Diese Praxis, zu Trainings- und Übungszwecken fremde Truppen ins Land zu lassen, scheint ein Zeichen, ein Symptom für die gegenwärtigen Politik von Bundesrat, Staatssekretariat für Sicherheitspolitik und Armeespitze zu sein: Sie arbeiten mit Hochdruck vor und hinter den Kulissen daran, die bewährte Neutralität auszuhöhlen. «Kooperation», lautet das Zauberwort der Internationalisten, die dabei sehr weit gehen. Sie beteiligen sich an Programmen der Nato und der EU, die – Abgrenzung zum Nordatlantik-Pakt noch unklar – ebenfalls ein Verteidigungsbündnis aufbauen und dafür Hunderte Milliarden Euro ausgeben will.
Bundesrat und Verteidigungsminister Martin Pfister hegt gar Pläne für eine Beteiligung der Schweiz an Truppeneinsätzen in der Ukraine, falls sich die EU dort engagieren wird.
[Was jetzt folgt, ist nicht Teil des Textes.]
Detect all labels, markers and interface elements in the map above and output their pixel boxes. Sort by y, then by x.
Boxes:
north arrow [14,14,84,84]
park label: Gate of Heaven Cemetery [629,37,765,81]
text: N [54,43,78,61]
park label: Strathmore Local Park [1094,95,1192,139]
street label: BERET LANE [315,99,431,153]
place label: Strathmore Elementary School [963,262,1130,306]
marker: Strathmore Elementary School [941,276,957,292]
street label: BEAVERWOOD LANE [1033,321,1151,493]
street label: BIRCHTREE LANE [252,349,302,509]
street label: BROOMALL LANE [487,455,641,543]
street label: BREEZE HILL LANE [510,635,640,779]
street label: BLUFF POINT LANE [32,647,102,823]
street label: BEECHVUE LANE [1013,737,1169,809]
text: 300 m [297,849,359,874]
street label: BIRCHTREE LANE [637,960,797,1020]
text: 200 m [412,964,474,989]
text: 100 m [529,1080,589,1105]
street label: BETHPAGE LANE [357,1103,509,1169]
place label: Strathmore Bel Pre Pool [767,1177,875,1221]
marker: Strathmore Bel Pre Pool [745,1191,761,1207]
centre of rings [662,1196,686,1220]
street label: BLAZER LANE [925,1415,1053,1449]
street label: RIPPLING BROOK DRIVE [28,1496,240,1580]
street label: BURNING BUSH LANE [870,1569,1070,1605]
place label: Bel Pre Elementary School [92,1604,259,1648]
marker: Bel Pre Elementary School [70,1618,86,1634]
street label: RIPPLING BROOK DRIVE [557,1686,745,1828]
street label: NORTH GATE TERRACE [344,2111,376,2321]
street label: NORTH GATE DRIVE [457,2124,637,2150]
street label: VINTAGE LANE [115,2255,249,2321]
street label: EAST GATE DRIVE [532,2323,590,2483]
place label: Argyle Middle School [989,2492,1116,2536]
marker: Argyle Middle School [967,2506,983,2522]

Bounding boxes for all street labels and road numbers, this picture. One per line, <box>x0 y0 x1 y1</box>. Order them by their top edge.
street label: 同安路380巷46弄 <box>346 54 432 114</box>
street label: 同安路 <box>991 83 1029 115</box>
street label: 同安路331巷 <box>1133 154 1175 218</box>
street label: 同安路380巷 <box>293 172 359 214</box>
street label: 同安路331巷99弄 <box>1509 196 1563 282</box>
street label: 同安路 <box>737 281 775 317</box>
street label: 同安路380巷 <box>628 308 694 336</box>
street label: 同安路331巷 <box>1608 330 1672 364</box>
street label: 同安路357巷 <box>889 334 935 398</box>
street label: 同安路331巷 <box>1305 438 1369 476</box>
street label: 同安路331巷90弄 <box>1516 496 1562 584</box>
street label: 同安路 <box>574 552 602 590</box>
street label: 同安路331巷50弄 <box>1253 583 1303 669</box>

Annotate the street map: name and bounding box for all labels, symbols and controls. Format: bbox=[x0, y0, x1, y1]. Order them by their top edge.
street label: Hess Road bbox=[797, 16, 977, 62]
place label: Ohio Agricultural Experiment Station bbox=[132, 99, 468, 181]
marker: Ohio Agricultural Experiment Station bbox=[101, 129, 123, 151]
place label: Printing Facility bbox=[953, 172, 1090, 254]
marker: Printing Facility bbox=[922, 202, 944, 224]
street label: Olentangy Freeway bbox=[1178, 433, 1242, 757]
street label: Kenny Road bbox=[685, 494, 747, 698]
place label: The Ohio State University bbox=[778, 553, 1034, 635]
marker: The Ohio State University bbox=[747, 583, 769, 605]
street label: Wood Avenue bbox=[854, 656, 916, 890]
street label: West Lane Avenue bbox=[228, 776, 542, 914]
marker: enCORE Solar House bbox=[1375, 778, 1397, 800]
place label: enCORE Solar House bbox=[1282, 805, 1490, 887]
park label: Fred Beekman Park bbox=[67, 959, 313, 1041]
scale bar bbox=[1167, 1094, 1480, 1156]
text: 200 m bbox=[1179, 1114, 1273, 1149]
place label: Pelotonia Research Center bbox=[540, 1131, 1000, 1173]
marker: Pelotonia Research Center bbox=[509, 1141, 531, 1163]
Massgeschneidert für die Schweiz
Vergessen geht dabei, dass die Schweiz als neutrales Land sich zwar schon mit anderen verbünden darf, aber erst, nachdem sie angegriffen worden ist. Überhaupt ist es eines der brennenden Probleme von Gegenwart und Zukunft, dass das Verständnis für Sinn und Zweck der Neutralität bei den Politikern rasant schwindet.
Dabei ist sie massgeschneidert für unseren vielfältigen, nach allen Seiten offenen Kleinstaat. Und sichert Frieden und Wohlstand – bei uns, aber auch in der Welt. Man denke nur an die Vermittlerrolle der Schweiz und an ihre guten Dienste.